Jetzt beginnt der schwierige Teil für Saif. Sein Ziel ist es nicht nur, auf der Welle seines Vaters zu reiten. Angesichts der lähmenden Situation in Libyen hätten viele Bürger nichts dagegen, wenn ein Gaddafi an die Macht zurückkehren würde. Aber der zweite Sohn überlegt derzeit, wie er das Netz zugunsten seiner endgültigen Rückkehr in die Politik weben kann. Wahrscheinlich, so wird in Diplomatenkreisen gemunkelt, will sich Saif Al Islam als die einzige Persönlichkeit präsentieren, die alle zusammenhalten kann. Aus dem Pro-Haftar-Osten in den Fezzan, wo er Zuflucht fand, bevor er vor zehn Jahren gefangen genommen wurde. Auch seine internationalen Verbindungen könnten ihm zugute kommen. Die Haupthindernisse wären die Feindseligkeit der Misurata-Milizen, die erbitterte Feinde Gaddafis sind, und seine rechtliche Situation. Saif Al Islam wird immer noch offiziell vom Internationalen Strafgerichtshof gesucht. Er wurde in Libyen wegen der 2015 gegen ihn verhängten Todesstrafe begnadigt, aber die Militärstaatsanwaltschaft in Tripolis ermittelt gegen ihn wegen angeblicher Geschäfte mit Wagners russischen Auftragnehmern.
Ist das eine gute Nachricht für Italien?
Der Grund, warum Gaddafi im Visier der libyschen Militärstaatsanwaltschaft steht, gibt Anlass zum Grübeln. Der Verdacht auf Kontakte zu russischen Söldnern deutet auf eine gewisse Annäherung zwischen dem zweiten Sohn der Russen und Moskau hin. Und das ist nicht der einzige Hinweis. Vor Jahren führte Saif al Islam einen direkten Briefwechsel mit dem russischen Präsidenten Wladimir Putin. Die Gaddafi-Familie soll sich auch an den Kreml gewandt haben, um die Freilassung von Hannibal zu erreichen, einem weiteren Sohn des Regimes, der aus nicht näher genannten Gründen im Libanon festgehalten wird. Kurzum, Saif ist sicherlich kein "Mann Italiens", aber ihm wird eine große Nähe zu Russland nachgesagt.
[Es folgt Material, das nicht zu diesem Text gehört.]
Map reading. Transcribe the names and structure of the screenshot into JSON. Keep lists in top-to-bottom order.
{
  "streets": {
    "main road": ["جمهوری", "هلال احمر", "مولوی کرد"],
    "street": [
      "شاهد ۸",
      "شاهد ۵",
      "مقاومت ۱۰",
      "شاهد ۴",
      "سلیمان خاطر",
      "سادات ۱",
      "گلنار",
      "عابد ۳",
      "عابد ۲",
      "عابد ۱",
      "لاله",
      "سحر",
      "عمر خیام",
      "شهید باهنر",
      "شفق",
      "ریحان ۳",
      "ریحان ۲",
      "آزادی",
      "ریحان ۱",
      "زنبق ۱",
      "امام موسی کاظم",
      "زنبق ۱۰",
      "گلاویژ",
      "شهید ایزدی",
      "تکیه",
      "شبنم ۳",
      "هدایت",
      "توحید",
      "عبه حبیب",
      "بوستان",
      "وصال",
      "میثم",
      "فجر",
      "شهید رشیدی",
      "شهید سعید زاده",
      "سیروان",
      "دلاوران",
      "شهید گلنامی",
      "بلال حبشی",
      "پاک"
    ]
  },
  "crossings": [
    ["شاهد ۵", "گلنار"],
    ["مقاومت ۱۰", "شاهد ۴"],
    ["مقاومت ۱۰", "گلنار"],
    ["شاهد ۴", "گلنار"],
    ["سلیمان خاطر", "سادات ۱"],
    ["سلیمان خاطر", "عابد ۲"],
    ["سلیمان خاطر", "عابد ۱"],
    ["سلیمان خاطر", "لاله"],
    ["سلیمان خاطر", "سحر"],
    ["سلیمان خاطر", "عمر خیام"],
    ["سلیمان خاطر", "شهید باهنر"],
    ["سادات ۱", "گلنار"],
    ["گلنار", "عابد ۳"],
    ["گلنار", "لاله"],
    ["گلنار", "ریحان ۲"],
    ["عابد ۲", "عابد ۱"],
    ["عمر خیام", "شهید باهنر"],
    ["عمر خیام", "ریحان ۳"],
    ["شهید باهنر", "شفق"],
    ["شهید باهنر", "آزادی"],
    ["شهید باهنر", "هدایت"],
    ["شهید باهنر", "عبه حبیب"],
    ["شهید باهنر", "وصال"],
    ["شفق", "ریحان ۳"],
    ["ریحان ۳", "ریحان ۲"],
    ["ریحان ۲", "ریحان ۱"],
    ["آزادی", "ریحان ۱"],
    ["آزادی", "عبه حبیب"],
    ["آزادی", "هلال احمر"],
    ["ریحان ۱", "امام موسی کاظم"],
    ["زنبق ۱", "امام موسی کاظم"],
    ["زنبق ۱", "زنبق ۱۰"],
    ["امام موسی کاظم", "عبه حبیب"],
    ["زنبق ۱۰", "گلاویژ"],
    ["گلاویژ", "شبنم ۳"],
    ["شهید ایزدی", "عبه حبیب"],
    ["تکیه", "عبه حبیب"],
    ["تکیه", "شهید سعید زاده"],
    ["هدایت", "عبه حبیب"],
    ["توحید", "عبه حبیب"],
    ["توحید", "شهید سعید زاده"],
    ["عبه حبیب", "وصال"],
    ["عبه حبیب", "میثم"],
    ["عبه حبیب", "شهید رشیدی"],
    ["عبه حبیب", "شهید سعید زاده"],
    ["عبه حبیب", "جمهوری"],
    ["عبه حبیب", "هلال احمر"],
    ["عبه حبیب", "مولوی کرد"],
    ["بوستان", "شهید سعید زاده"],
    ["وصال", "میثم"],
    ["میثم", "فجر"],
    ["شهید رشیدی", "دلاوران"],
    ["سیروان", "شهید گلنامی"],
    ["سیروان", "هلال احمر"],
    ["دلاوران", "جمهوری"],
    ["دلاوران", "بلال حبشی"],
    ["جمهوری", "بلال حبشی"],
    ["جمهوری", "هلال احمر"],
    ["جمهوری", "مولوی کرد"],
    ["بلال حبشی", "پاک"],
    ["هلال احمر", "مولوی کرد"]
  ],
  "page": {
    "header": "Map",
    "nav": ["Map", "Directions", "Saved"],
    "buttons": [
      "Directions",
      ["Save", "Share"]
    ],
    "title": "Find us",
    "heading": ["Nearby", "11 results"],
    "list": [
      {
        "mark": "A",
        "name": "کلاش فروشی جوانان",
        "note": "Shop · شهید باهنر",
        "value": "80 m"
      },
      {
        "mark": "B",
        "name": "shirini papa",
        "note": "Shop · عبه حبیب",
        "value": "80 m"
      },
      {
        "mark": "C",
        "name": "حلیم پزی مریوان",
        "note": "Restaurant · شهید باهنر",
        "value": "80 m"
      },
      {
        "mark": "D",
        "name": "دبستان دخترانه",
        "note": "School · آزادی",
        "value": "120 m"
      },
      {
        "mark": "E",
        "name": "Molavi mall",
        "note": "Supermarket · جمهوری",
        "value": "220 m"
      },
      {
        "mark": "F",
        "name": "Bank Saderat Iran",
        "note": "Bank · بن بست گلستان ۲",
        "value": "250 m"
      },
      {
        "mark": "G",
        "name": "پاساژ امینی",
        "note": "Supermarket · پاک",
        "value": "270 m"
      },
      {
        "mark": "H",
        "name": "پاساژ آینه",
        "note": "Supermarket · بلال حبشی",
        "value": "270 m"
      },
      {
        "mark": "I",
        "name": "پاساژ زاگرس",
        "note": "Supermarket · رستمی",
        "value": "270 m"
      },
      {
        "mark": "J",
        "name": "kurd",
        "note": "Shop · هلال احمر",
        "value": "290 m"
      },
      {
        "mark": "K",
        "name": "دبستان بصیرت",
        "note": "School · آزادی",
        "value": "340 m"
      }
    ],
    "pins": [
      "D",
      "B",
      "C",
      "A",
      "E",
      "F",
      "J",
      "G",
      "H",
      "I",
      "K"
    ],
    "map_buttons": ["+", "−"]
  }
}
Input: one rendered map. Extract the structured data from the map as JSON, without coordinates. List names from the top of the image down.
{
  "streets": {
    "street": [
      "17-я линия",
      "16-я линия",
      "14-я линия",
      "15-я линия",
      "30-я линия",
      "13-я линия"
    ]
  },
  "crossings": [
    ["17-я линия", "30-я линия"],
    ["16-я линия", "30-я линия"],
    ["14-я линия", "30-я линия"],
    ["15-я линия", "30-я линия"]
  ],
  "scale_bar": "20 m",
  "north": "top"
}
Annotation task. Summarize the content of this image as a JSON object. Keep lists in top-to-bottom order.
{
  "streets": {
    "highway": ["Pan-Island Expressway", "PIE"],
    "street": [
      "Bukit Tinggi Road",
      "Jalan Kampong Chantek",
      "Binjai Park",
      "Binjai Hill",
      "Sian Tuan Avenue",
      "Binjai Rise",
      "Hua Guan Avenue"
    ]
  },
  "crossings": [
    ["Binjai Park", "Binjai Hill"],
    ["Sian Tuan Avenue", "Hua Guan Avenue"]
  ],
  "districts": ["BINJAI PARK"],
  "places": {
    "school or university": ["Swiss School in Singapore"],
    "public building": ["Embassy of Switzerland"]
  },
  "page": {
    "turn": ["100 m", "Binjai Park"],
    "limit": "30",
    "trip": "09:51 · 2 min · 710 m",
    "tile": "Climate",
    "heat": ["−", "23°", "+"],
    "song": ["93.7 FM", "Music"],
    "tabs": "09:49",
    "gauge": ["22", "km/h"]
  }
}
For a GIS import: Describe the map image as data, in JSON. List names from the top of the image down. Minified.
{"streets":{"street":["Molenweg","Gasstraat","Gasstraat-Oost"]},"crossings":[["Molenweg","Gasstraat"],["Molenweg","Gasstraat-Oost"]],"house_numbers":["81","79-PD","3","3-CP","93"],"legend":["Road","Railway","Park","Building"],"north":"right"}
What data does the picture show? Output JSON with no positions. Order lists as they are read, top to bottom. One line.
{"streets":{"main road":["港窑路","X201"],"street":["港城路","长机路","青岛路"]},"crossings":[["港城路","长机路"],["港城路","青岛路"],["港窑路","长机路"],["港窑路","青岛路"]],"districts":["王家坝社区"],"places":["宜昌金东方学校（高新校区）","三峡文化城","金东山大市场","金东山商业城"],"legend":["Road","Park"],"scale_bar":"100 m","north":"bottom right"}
In letzter Zeit gab es jedoch auch Kontakte zur Türkei. Sein Bruder Saadi wurde im September nach jahrelanger Gefangenschaft gerade durch die Vermittlung Ankaras freigelassen. Es muss jedoch gesagt werden, dass Saifs Gedächtnis für Rom spricht, da er sich gut an die Zeiten erinnert, als sein Vater enge Beziehungen zur italienischen Regierung unterhielt. Auch Libyens neuer Präsidentschaftskandidat ist sich der Bedeutung Italiens für den Wiederaufbauprozess durchaus bewusst. Er ist kein Mann, der Rom nahe steht, aber Saif weiß eine Menge über Rom. Und das ist bereits eine gute Ausgangsbasis für den Fall eines Sieges der Präsidentschaft.